MATERIAL FOR THIS TASK >>
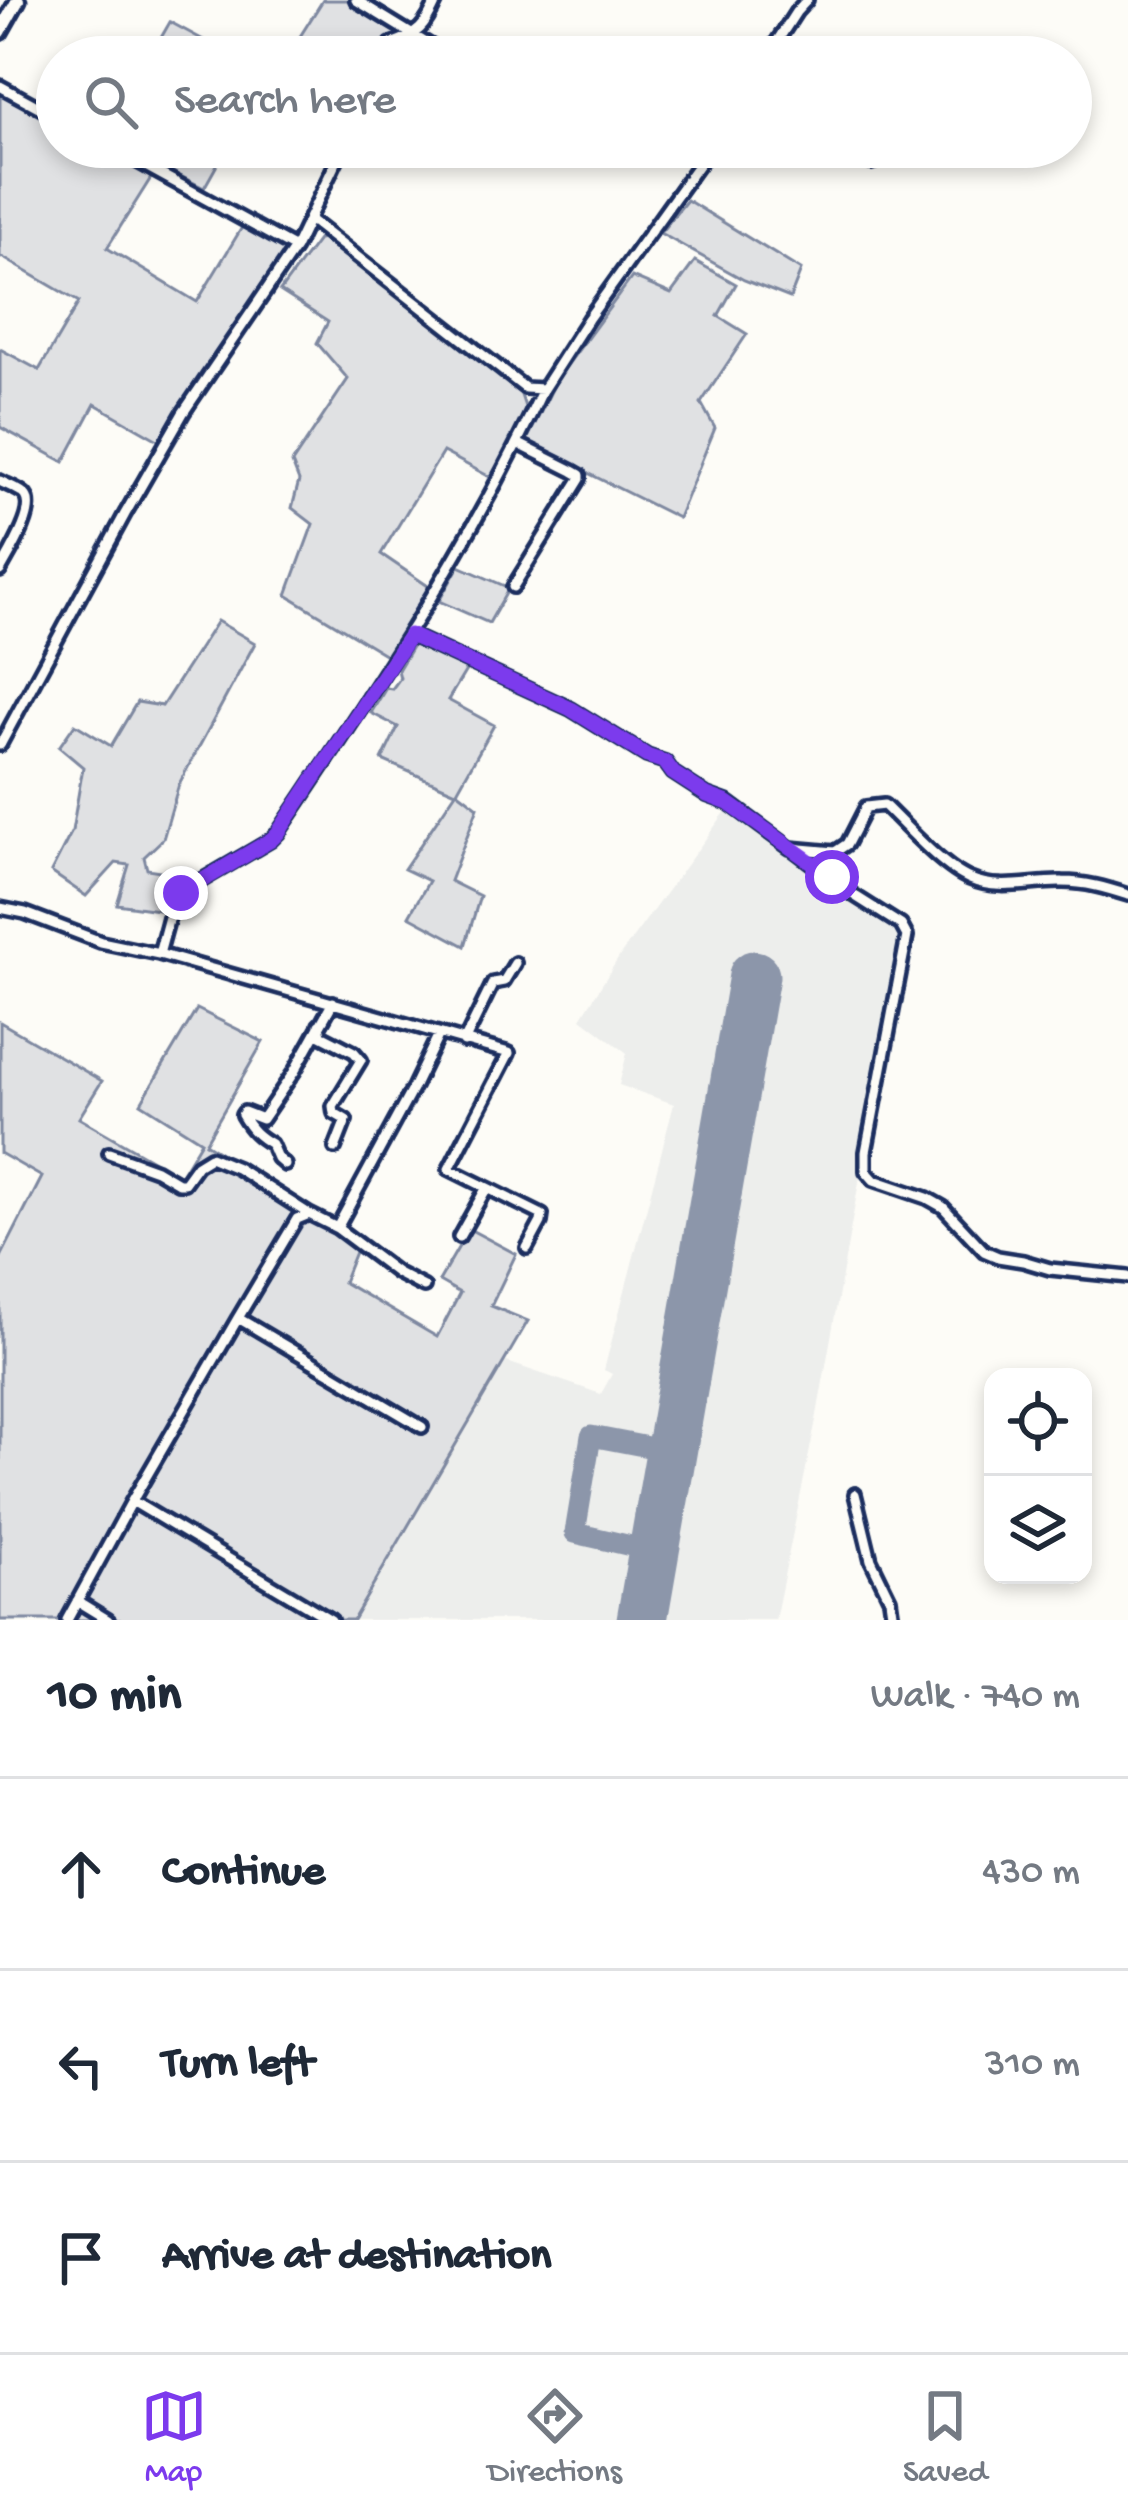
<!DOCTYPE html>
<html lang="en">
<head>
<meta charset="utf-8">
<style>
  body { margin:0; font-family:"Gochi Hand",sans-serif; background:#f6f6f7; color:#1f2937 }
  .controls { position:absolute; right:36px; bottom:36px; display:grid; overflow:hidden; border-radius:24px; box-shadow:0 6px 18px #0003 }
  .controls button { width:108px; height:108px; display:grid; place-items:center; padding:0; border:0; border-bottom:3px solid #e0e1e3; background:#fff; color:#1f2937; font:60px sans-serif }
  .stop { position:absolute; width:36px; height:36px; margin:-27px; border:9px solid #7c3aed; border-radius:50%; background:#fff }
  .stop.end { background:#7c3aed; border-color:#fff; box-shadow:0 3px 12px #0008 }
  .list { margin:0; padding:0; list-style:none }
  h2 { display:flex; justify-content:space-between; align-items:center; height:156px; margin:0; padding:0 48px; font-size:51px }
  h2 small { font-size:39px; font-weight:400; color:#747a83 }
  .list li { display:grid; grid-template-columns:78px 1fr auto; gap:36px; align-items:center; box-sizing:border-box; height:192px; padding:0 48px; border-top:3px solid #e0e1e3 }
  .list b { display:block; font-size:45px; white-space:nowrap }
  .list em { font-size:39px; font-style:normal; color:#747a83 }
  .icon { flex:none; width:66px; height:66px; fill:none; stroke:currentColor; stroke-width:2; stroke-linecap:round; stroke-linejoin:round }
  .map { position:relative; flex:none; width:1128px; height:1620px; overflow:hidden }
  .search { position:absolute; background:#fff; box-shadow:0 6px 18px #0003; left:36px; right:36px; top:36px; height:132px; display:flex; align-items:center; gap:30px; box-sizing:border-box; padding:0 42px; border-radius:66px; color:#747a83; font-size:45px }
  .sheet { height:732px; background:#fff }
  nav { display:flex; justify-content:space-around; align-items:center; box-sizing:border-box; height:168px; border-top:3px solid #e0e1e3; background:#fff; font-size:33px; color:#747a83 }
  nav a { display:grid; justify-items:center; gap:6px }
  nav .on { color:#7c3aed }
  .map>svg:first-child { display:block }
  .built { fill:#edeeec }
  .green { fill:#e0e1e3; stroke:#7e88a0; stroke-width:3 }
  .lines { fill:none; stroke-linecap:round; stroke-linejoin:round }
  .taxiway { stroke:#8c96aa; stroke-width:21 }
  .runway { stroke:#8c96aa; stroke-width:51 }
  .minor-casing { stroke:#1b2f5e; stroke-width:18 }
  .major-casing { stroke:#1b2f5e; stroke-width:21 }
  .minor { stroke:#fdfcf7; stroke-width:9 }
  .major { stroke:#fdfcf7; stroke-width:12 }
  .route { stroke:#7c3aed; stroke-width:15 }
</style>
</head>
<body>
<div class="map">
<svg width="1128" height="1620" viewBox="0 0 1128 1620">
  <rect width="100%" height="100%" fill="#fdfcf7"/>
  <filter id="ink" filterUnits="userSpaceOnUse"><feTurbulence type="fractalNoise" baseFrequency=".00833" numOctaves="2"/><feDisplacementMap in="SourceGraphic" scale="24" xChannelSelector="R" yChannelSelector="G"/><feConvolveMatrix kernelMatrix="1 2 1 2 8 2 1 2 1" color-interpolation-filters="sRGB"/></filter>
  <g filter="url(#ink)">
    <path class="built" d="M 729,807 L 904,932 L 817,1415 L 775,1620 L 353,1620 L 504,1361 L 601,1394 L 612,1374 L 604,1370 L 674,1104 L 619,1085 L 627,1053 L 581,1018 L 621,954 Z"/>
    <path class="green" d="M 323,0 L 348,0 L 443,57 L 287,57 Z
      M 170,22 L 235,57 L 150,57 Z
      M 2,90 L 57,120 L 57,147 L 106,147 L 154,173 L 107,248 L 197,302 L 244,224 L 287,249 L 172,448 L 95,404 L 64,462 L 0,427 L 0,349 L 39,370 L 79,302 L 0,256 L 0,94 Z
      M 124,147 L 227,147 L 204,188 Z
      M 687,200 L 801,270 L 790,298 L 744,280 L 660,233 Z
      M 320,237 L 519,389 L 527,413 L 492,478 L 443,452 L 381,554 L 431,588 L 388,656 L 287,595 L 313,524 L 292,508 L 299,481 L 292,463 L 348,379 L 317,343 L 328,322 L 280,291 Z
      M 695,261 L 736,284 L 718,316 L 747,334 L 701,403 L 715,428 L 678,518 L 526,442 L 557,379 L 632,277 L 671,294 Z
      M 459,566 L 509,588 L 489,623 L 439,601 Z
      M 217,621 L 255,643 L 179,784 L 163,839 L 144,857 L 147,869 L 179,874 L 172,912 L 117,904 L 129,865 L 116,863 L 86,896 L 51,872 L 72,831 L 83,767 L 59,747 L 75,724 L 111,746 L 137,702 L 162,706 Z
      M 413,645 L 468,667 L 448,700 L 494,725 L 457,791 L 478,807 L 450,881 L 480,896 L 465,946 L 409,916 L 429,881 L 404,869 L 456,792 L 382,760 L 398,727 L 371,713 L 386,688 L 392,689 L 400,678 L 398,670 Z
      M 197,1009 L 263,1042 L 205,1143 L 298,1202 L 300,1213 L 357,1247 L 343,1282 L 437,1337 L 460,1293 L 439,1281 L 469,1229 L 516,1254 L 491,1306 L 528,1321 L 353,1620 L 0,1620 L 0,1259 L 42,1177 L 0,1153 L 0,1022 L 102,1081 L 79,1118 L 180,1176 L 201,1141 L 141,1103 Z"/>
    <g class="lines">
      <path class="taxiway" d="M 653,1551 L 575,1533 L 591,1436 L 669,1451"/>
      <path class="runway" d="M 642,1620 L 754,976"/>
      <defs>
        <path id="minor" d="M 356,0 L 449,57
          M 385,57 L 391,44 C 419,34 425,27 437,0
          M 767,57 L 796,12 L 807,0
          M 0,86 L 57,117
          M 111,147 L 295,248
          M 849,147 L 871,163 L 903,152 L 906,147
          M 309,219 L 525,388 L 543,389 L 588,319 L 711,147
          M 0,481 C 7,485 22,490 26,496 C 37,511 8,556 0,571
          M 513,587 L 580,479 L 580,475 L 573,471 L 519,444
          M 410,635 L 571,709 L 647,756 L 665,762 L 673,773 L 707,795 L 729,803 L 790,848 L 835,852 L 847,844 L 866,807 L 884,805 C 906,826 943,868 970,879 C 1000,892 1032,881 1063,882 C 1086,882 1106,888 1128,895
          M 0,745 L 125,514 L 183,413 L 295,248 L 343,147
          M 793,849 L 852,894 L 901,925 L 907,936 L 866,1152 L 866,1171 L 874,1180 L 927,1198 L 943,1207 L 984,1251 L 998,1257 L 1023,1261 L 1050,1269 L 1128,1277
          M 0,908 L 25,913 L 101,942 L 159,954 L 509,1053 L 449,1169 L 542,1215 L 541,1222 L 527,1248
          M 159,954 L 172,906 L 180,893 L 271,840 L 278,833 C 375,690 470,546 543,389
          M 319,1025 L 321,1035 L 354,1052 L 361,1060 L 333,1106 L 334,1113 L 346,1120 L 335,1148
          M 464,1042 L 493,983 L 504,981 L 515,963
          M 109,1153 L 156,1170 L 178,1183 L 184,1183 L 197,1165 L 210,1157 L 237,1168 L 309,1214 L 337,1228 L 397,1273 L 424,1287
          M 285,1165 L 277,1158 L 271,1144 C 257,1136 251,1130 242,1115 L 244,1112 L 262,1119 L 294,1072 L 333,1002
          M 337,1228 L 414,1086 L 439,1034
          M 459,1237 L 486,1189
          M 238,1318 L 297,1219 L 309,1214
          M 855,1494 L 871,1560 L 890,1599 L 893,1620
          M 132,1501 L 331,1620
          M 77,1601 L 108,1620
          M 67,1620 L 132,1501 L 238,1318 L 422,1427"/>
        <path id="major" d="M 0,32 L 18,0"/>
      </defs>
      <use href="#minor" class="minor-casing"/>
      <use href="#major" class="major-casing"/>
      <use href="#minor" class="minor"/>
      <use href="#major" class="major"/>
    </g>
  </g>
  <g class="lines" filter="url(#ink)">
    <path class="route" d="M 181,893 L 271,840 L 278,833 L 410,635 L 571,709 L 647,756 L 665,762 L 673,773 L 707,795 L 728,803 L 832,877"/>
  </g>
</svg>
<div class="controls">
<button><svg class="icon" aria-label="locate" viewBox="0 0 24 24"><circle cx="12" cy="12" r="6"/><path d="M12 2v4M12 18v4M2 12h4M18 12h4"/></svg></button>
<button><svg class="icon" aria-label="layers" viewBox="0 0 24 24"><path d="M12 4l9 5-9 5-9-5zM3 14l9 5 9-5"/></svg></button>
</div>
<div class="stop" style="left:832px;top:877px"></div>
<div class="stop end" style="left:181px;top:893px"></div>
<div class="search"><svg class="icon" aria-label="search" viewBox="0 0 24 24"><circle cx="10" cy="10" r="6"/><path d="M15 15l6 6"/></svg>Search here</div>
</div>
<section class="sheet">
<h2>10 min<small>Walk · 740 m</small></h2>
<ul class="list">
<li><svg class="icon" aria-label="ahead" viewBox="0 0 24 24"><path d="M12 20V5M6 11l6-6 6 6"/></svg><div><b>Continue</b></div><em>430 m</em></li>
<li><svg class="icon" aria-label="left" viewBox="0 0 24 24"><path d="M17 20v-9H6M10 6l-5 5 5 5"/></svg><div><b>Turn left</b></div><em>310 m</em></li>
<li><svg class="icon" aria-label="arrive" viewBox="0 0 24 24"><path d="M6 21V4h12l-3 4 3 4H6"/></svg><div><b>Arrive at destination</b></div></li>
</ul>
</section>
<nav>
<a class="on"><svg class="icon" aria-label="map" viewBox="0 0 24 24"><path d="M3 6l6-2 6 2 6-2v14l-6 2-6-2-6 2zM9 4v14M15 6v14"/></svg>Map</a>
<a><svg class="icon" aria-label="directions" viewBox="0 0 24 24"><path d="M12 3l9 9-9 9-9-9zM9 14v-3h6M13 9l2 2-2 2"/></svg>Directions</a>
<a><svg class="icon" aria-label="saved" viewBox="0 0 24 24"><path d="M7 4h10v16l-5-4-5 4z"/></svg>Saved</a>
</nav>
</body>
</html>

WHAT THE TASK ASKS >>
Copy the lines above exactly. Start with the line containing "443,57 L 287,57 Z", end with the line containing "M 513,587 L", and include both.

ANSWER SECTION >>
    <path class="green" d="M 323,0 L 348,0 L 443,57 L 287,57 Z
      M 170,22 L 235,57 L 150,57 Z
      M 2,90 L 57,120 L 57,147 L 106,147 L 154,173 L 107,248 L 197,302 L 244,224 L 287,249 L 172,448 L 95,404 L 64,462 L 0,427 L 0,349 L 39,370 L 79,302 L 0,256 L 0,94 Z
      M 124,147 L 227,147 L 204,188 Z
      M 687,200 L 801,270 L 790,298 L 744,280 L 660,233 Z
      M 320,237 L 519,389 L 527,413 L 492,478 L 443,452 L 381,554 L 431,588 L 388,656 L 287,595 L 313,524 L 292,508 L 299,481 L 292,463 L 348,379 L 317,343 L 328,322 L 280,291 Z
      M 695,261 L 736,284 L 718,316 L 747,334 L 701,403 L 715,428 L 678,518 L 526,442 L 557,379 L 632,277 L 671,294 Z
      M 459,566 L 509,588 L 489,623 L 439,601 Z
      M 217,621 L 255,643 L 179,784 L 163,839 L 144,857 L 147,869 L 179,874 L 172,912 L 117,904 L 129,865 L 116,863 L 86,896 L 51,872 L 72,831 L 83,767 L 59,747 L 75,724 L 111,746 L 137,702 L 162,706 Z
      M 413,645 L 468,667 L 448,700 L 494,725 L 457,791 L 478,807 L 450,881 L 480,896 L 465,946 L 409,916 L 429,881 L 404,869 L 456,792 L 382,760 L 398,727 L 371,713 L 386,688 L 392,689 L 400,678 L 398,670 Z
      M 197,1009 L 263,1042 L 205,1143 L 298,1202 L 300,1213 L 357,1247 L 343,1282 L 437,1337 L 460,1293 L 439,1281 L 469,1229 L 516,1254 L 491,1306 L 528,1321 L 353,1620 L 0,1620 L 0,1259 L 42,1177 L 0,1153 L 0,1022 L 102,1081 L 79,1118 L 180,1176 L 201,1141 L 141,1103 Z"/>
    <g class="lines">
      <path class="taxiway" d="M 653,1551 L 575,1533 L 591,1436 L 669,1451"/>
      <path class="runway" d="M 642,1620 L 754,976"/>
      <defs>
        <path id="minor" d="M 356,0 L 449,57
          M 385,57 L 391,44 C 419,34 425,27 437,0
          M 767,57 L 796,12 L 807,0
          M 0,86 L 57,117
          M 111,147 L 295,248
          M 849,147 L 871,163 L 903,152 L 906,147
          M 309,219 L 525,388 L 543,389 L 588,319 L 711,147
          M 0,481 C 7,485 22,490 26,496 C 37,511 8,556 0,571
          M 513,587 L 580,479 L 580,475 L 573,471 L 519,444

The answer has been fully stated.